* [Work to be completed]:
What is needed is a verbatim copy of the data, minus the pictures.

"""

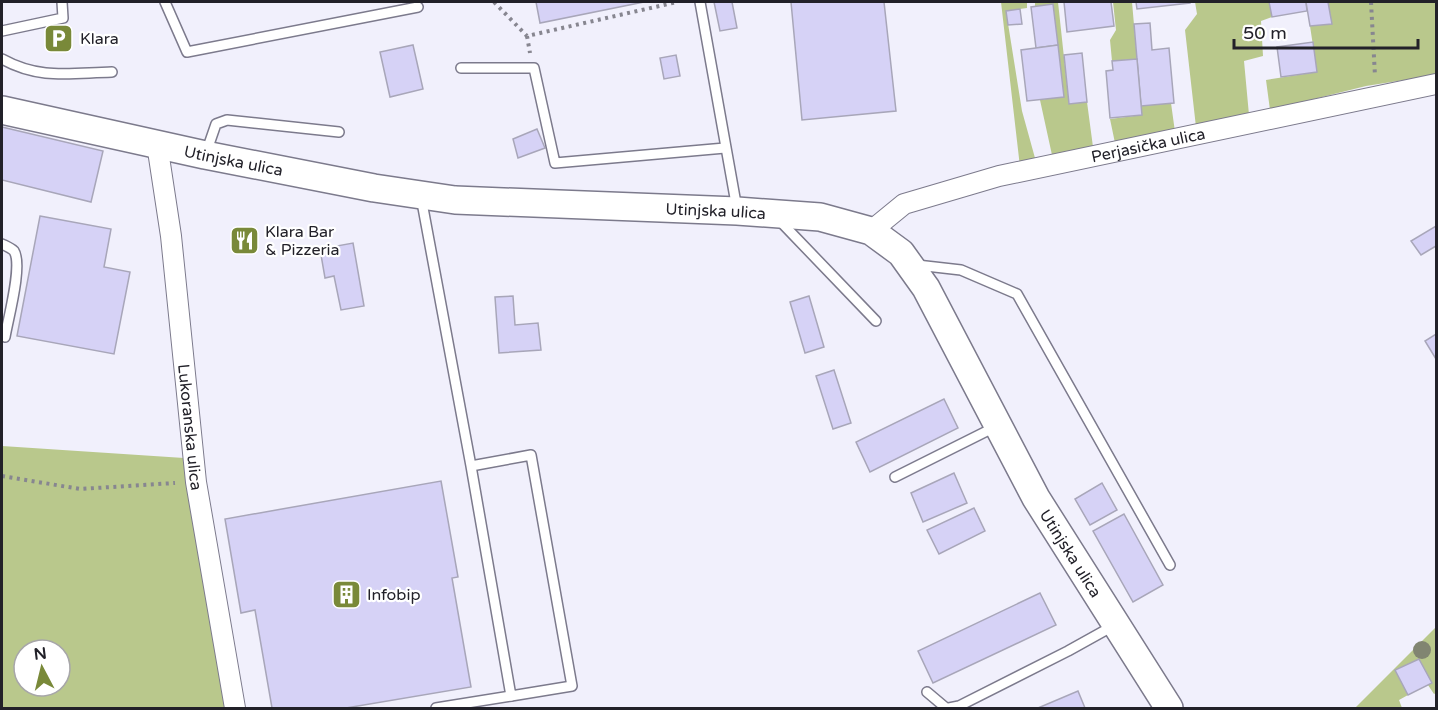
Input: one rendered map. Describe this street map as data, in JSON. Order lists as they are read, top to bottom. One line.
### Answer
{"streets":{"street":["Perjasička ulica","Utinjska ulica","Lukoranska ulica"]},"crossings":[["Perjasička ulica","Utinjska ulica"],["Utinjska ulica","Lukoranska ulica"]],"places":{"parking":["Klara"],"restaurant":["Klara Bar & Pizzeria"],"building":["Infobip"]},"scale_bar":"50 m","north":"top"}
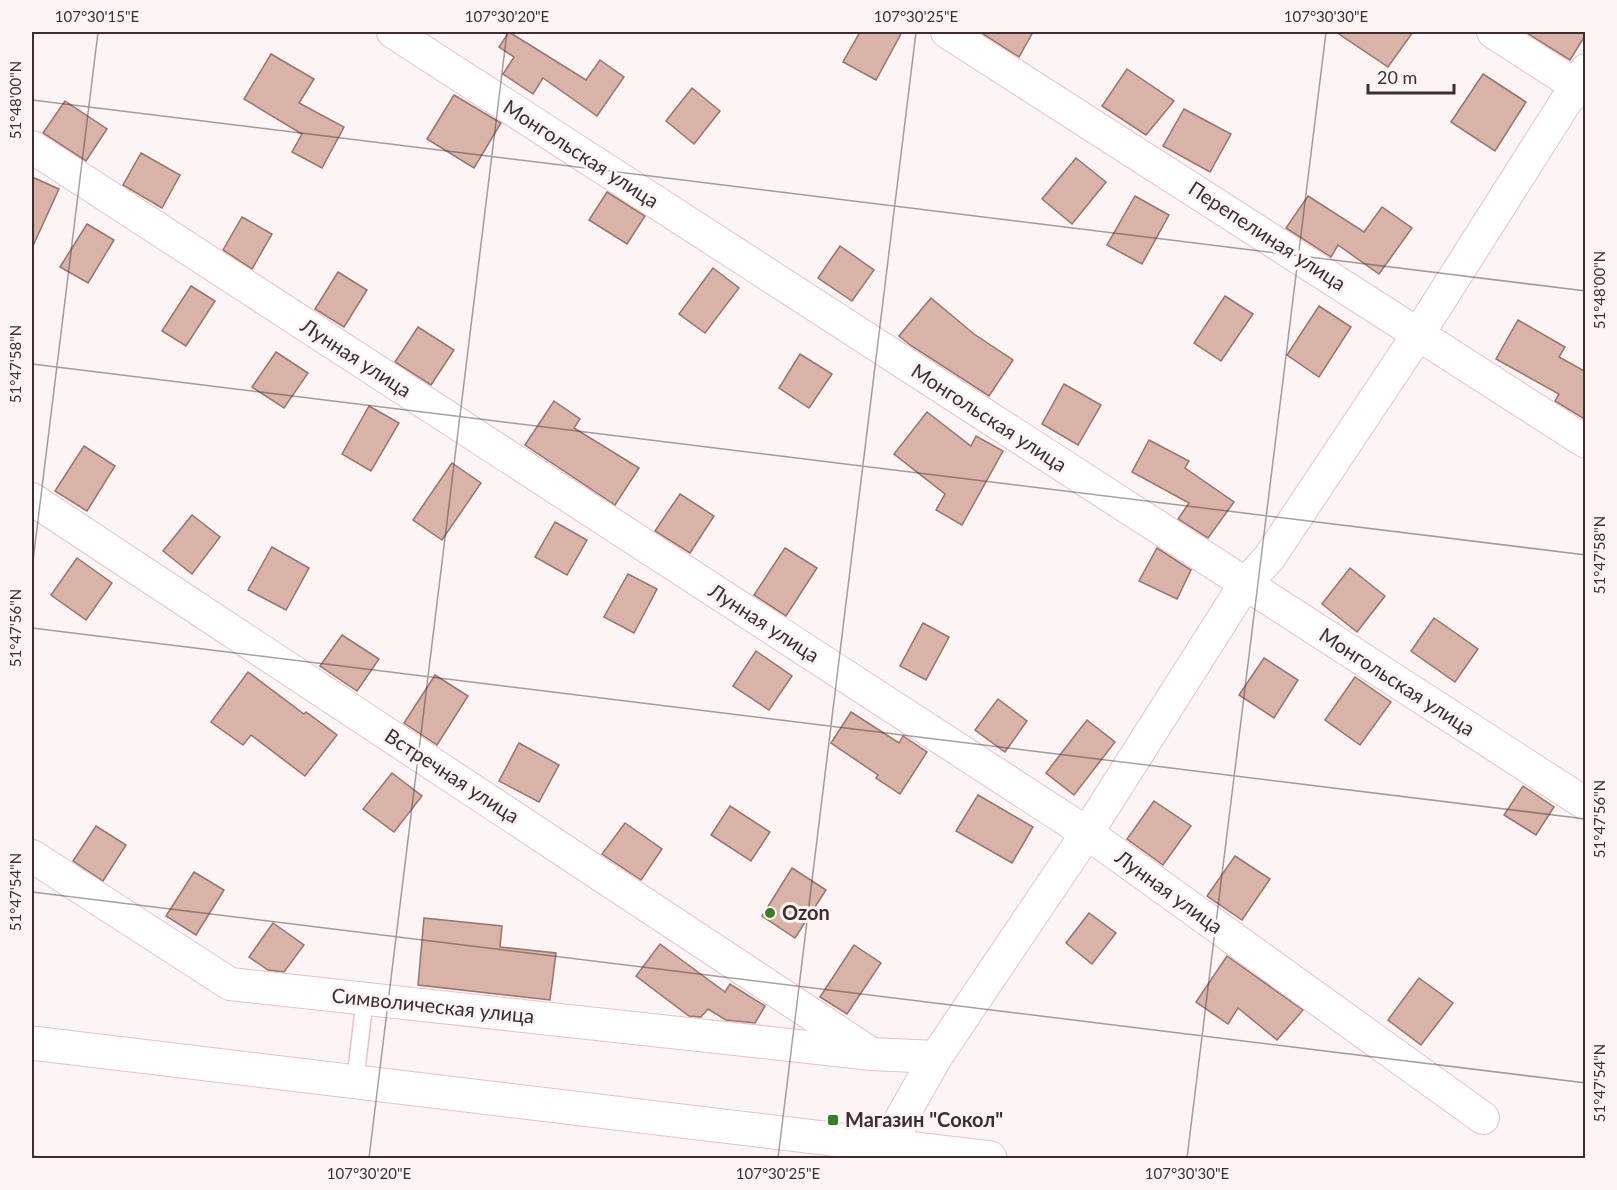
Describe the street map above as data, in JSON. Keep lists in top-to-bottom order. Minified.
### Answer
{"streets":{"street":["Монгольская улица","Перепелиная улица","Лунная улица","Встречная улица","Символическая улица"]},"crossings":[["Встречная улица","Символическая улица"]],"places":{"other":["Ozon"],"transit":["Магазин \"Сокол\""]},"scale_bar":"20 m","coordinates":["107°30'15\"E","107°30'20\"E","107°30'25\"E","107°30'30\"E","51°48'00\"N","51°47'58\"N","51°47'56\"N","51°47'54\"N"]}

"""

* [Result for this task]:
Input: one rendered map. Describe this street map as data, in JSON. Order lists as they are read, top to bottom. One line.
### Answer
{"streets":{"street":["Perjasička ulica","Utinjska ulica","Lukoranska ulica"]},"crossings":[["Perjasička ulica","Utinjska ulica"],["Utinjska ulica","Lukoranska ulica"]],"places":{"parking":["Klara"],"restaurant":["Klara Bar & Pizzeria"],"building":["Infobip"]},"scale_bar":"50 m","north":"top"}
Describe the street map above as data, in JSON. Keep lists in top-to-bottom order. Minified.
### Answer
{"streets":{"street":["Монгольская улица","Перепелиная улица","Лунная улица","Встречная улица","Символическая улица"]},"crossings":[["Встречная улица","Символическая улица"]],"places":{"other":["Ozon"],"transit":["Магазин \"Сокол\""]},"scale_bar":"20 m","coordinates":["107°30'15\"E","107°30'20\"E","107°30'25\"E","107°30'30\"E","51°48'00\"N","51°47'58\"N","51°47'56\"N","51°47'54\"N"]}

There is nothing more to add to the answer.